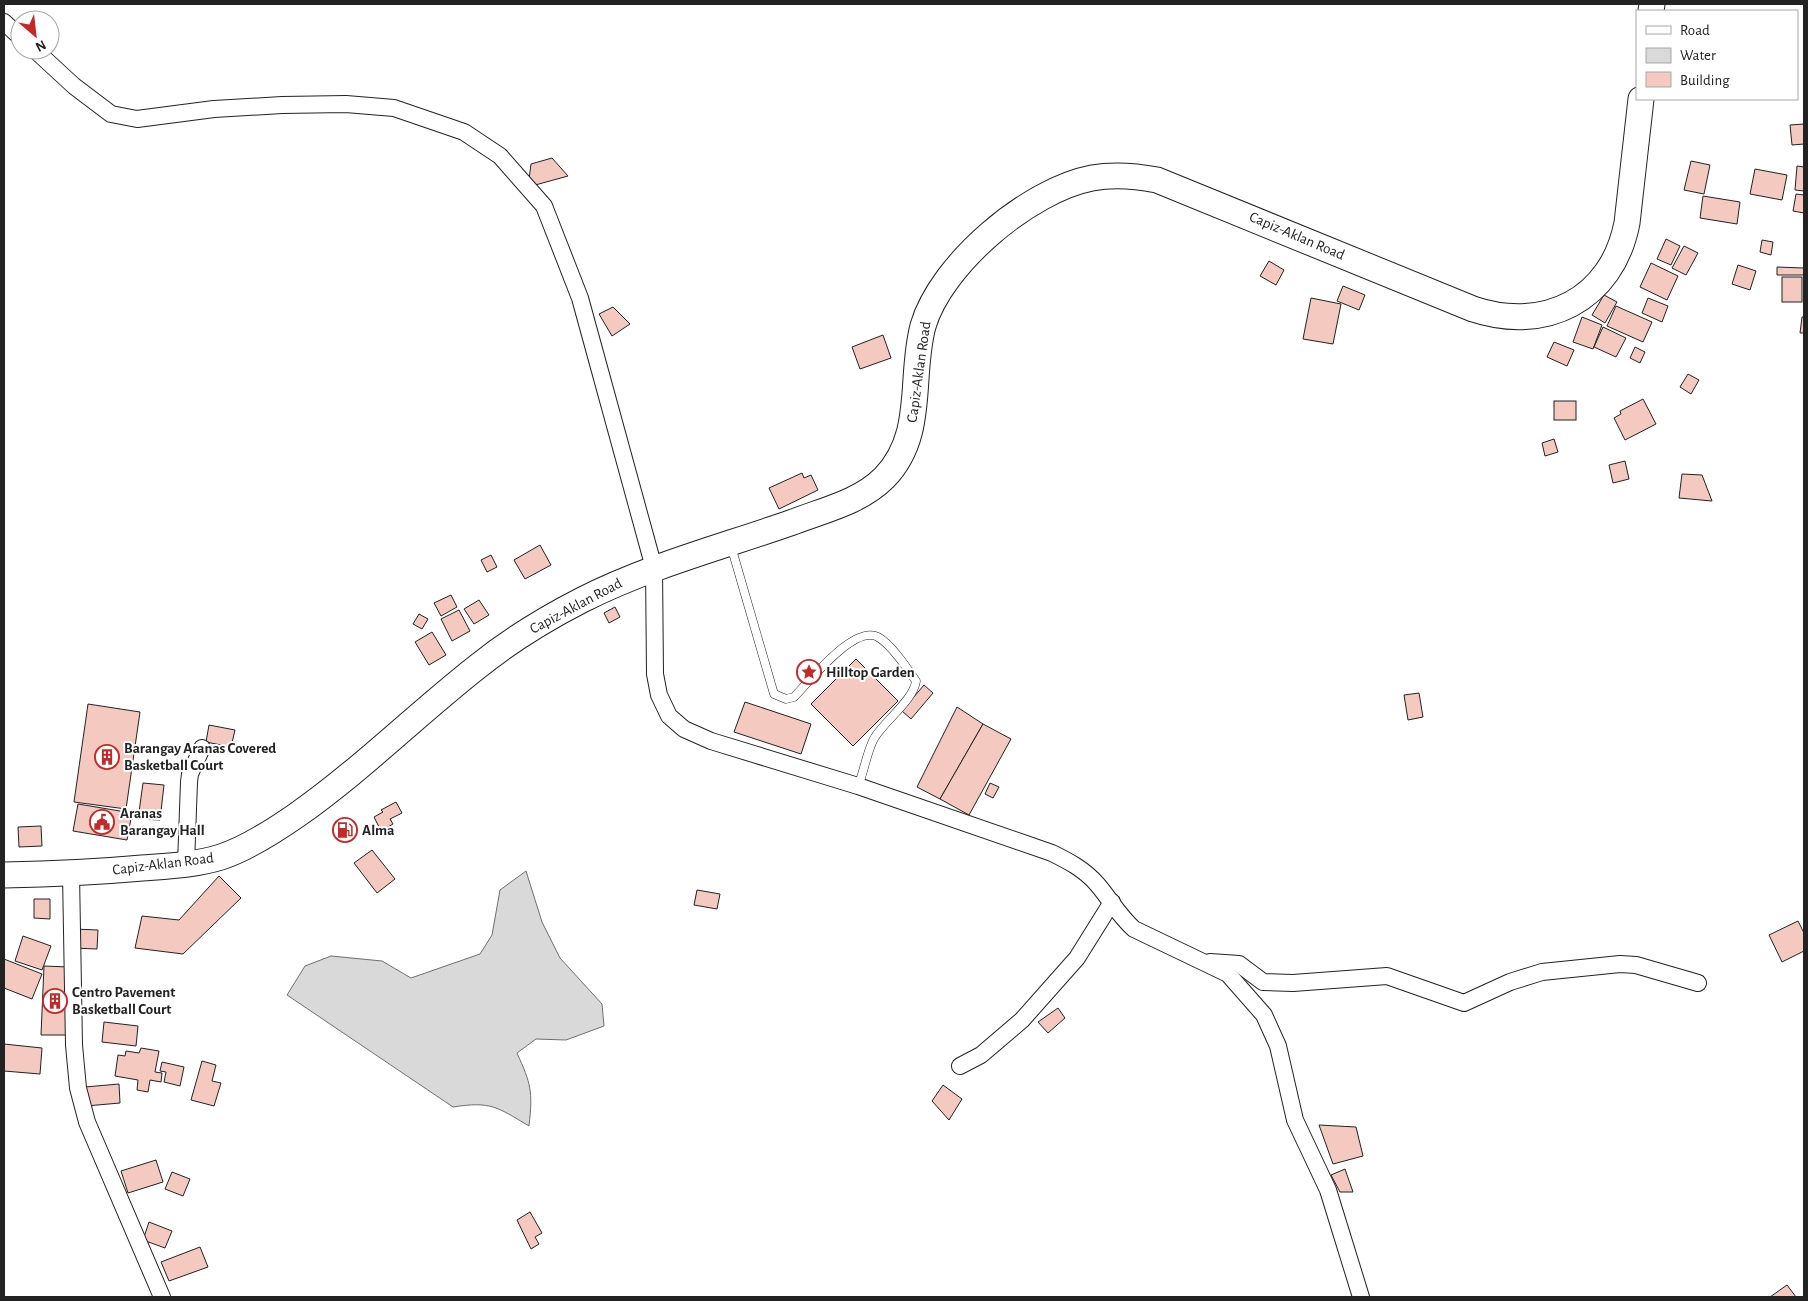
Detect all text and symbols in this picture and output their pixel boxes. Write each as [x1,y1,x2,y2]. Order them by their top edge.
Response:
north arrow [10,10,60,60]
legend [1636,10,1798,100]
text: Road [1680,23,1710,38]
text: N [33,37,48,54]
text: Water [1680,48,1716,63]
text: Building [1680,73,1730,88]
street label: Capiz-Aklan Road [1247,209,1347,263]
street label: Capiz-Aklan Road [904,320,934,424]
street label: Capiz-Aklan Road [527,575,625,637]
place icon: Hilltop Garden [796,659,822,685]
place label: Hilltop Garden [826,665,915,680]
place label: Barangay Aranas Covered Basketball Court [124,741,276,773]
building icon: Barangay Aranas Covered Basketball Court [94,744,120,770]
place label: Aranas Barangay Hall [120,806,205,838]
public building icon: Aranas Barangay Hall [89,809,115,835]
fuel station icon: Alma [332,817,358,843]
place label: Alma [362,823,394,838]
street label: Capiz-Aklan Road [111,850,215,878]
place label: Centro Pavement Basketball Court [72,985,175,1017]
building icon: Centro Pavement Basketball Court [42,988,68,1014]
--------------------
§ **YOUR ASSIGNMENT**:
Copy every line of the data word for word, omitting the images.

§ **ANSWER SECTION**:
Detect all text and symbols in this picture and output their pixel boxes. Write each as [x1,y1,x2,y2]. Order them by their top edge.
Response:
north arrow [10,10,60,60]
legend [1636,10,1798,100]
text: Road [1680,23,1710,38]
text: N [33,37,48,54]
text: Water [1680,48,1716,63]
text: Building [1680,73,1730,88]
street label: Capiz-Aklan Road [1247,209,1347,263]
street label: Capiz-Aklan Road [904,320,934,424]
street label: Capiz-Aklan Road [527,575,625,637]
place icon: Hilltop Garden [796,659,822,685]
place label: Hilltop Garden [826,665,915,680]
place label: Barangay Aranas Covered Basketball Court [124,741,276,773]
building icon: Barangay Aranas Covered Basketball Court [94,744,120,770]
place label: Aranas Barangay Hall [120,806,205,838]
public building icon: Aranas Barangay Hall [89,809,115,835]
fuel station icon: Alma [332,817,358,843]
place label: Alma [362,823,394,838]
street label: Capiz-Aklan Road [111,850,215,878]
place label: Centro Pavement Basketball Court [72,985,175,1017]
building icon: Centro Pavement Basketball Court [42,988,68,1014]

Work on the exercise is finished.